The profession must have improved
wonderfully under the auspices of the republic, for I doubt if _Mons. le
Noir's Mouchards_ [The spies of the old police, so called in derision.--
Brissot, in this act of accusation, is described as having been an agent
of the Police under the monarchy.--I cannot decide on the certainty of
this, or whether his occupation was immediately that of a spy, but I have
respectable authority for saying, that antecedent to the revolution, his
character was very slightly estimated, and himself considered as "hanging
loose on society."] were as able as Robespierre's.--The reader may judge
from the following specimens:
"The 6th instant, the deputy Thuriot, on quitting the Convention,
went to No. 35, Rue Jaques, section of the Pantheon, to the house of
a pocket-book maker, where he staid talking with a female about ten
minutes.

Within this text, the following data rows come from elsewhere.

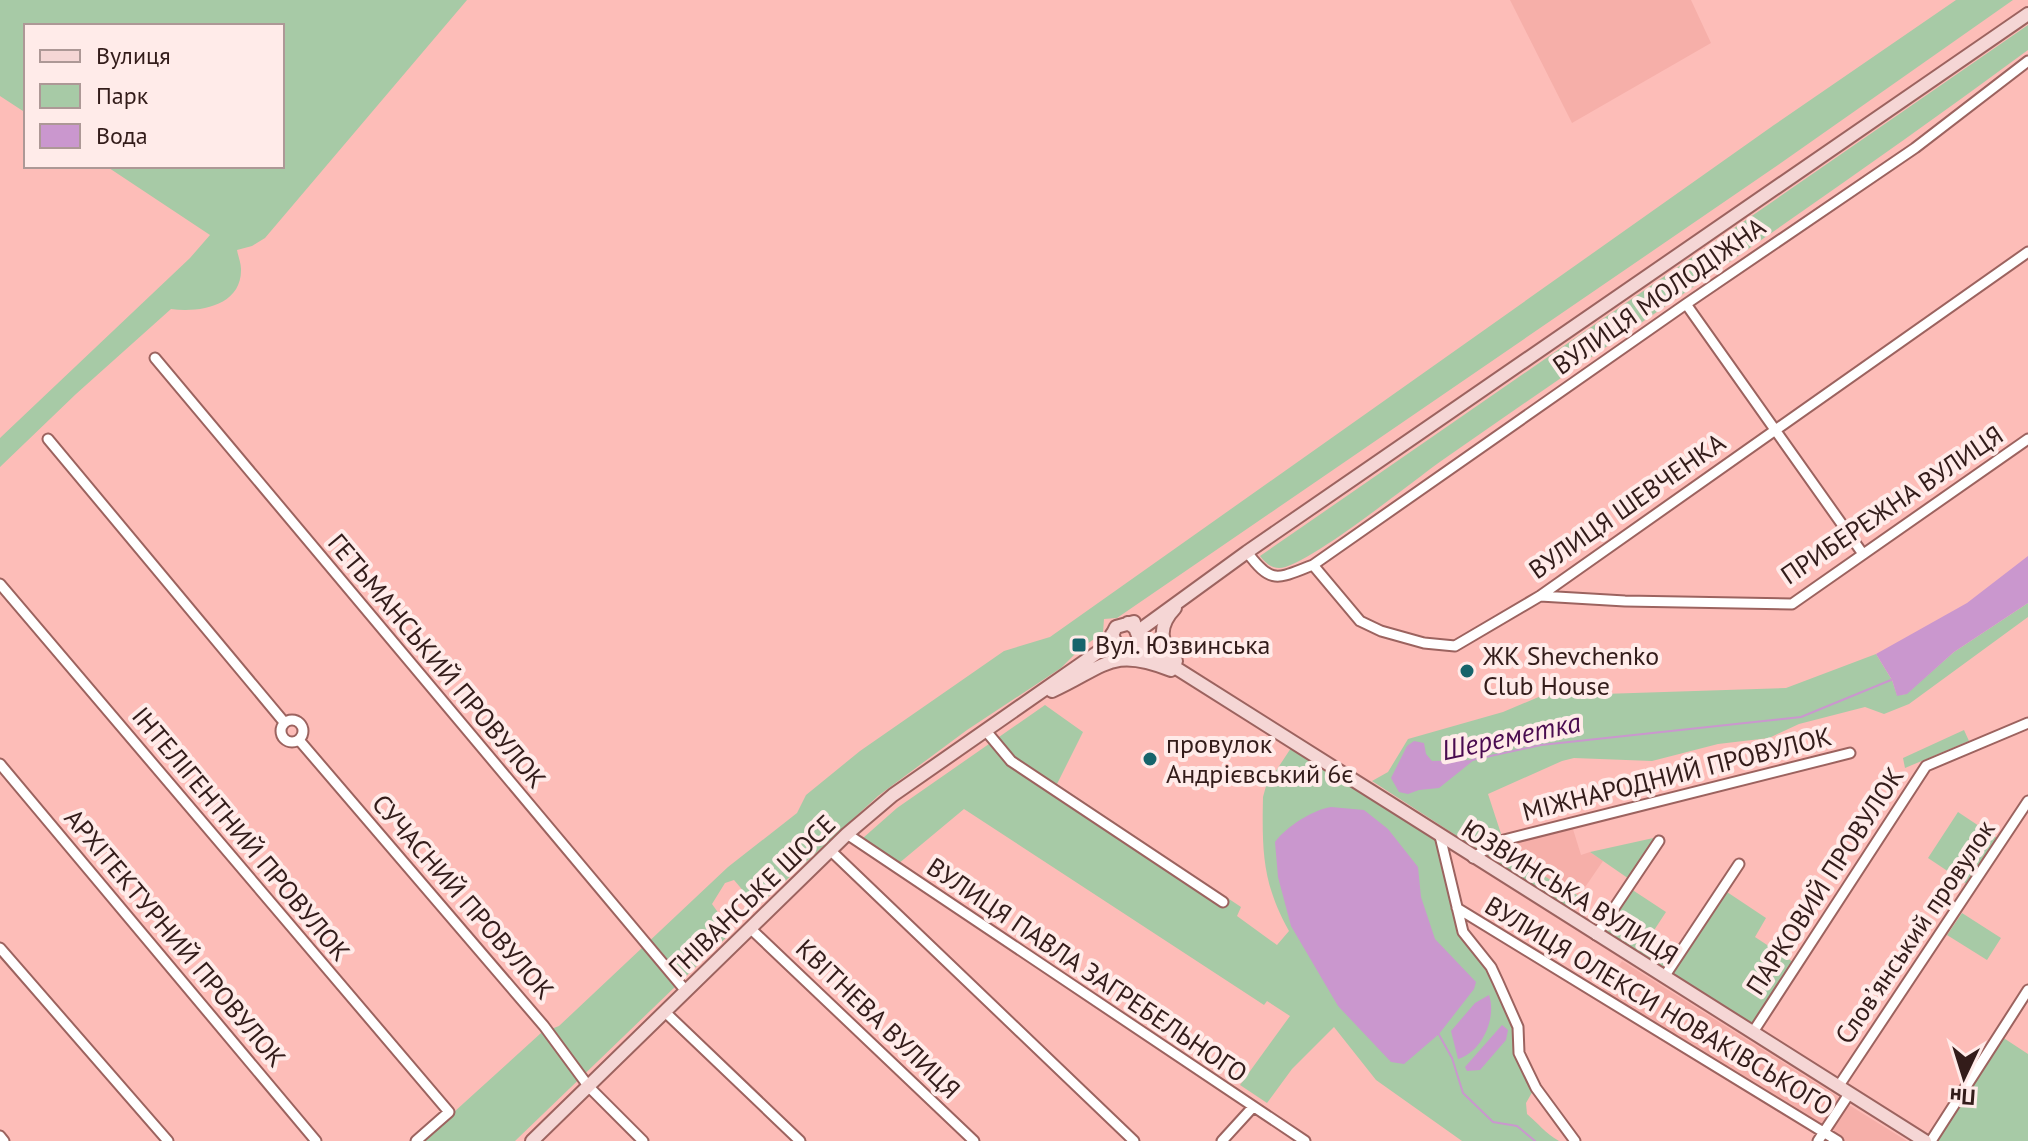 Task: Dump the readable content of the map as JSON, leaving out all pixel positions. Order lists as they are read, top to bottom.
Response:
{
  "streets": {
    "main road": ["ЮЗВИНСЬКА ВУЛИЦЯ", "ГНІВАНСЬКЕ ШОСЕ"],
    "street": [
      "ВУЛИЦЯ МОЛОДІЖНА",
      "ПРИБЕРЕЖНА ВУЛИЦЯ",
      "ВУЛИЦЯ ШЕВЧЕНКА",
      "ГЕТЬМАНСЬКИЙ ПРОВУЛОК",
      "МІЖНАРОДНИЙ ПРОВУЛОК",
      "ІНТЕЛІГЕНТНИЙ ПРОВУЛОК",
      "ПАРКОВИЙ ПРОВУЛОК",
      "СУЧАСНИЙ ПРОВУЛОК",
      "Словʼянський провулок",
      "АРХІТЕКТУРНИЙ ПРОВУЛОК",
      "ВУЛИЦЯ ПАВЛА ЗАГРЕБЕЛЬНОГО",
      "ВУЛИЦЯ ОЛЕКСИ НОВАКІВСЬКОГО",
      "КВІТНЕВА ВУЛИЦЯ"
    ]
  },
  "crossings": [
    ["ВУЛИЦЯ МОЛОДІЖНА", "ВУЛИЦЯ ШЕВЧЕНКА"],
    ["ПРИБЕРЕЖНА ВУЛИЦЯ", "ВУЛИЦЯ ШЕВЧЕНКА"],
    ["ГЕТЬМАНСЬКИЙ ПРОВУЛОК", "ГНІВАНСЬКЕ ШОСЕ"],
    ["МІЖНАРОДНИЙ ПРОВУЛОК", "ЮЗВИНСЬКА ВУЛИЦЯ"],
    ["ПАРКОВИЙ ПРОВУЛОК", "ЮЗВИНСЬКА ВУЛИЦЯ"],
    ["ЮЗВИНСЬКА ВУЛИЦЯ", "Словʼянський провулок"],
    ["ГНІВАНСЬКЕ ШОСЕ", "СУЧАСНИЙ ПРОВУЛОК"],
    ["ГНІВАНСЬКЕ ШОСЕ", "ВУЛИЦЯ ПАВЛА ЗАГРЕБЕЛЬНОГО"],
    ["ГНІВАНСЬКЕ ШОСЕ", "КВІТНЕВА ВУЛИЦЯ"],
    ["Словʼянський провулок", "ВУЛИЦЯ ОЛЕКСИ НОВАКІВСЬКОГО"]
  ],
  "water": ["Шереметка"],
  "places": {
    "transit": ["Вул. Юзвинська"],
    "other": ["ЖК Shevchenko Club House", "провулок Андрієвський 6є"]
  },
  "legend": ["Вулиця", "Парк", "Вода"],
  "north": "bottom"
}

He then went to No. 1220, Rue Fosse St. Bernard, section
of the Sans-Culottes, and dined there at a quarter past two. At a
quarter past seven he left the last place, and meeting a citizen on
the Quay de l'Ecole, section of the Museum, near le Cafe Manoury,
they went in there together, and drank a bottle of beer. From
thence he proceeded to la Maison Memblee de la Providence, No. 16,
Rue d'Orleans Honore, section de la Halle au Bled, whence, after
staying about five-and-twenty minutes, he came out with a citoyenne,
who had on a puce Levite, a great bordered shawl of Japan cotton,
and on her head a white handkerchief, made to look like a cap.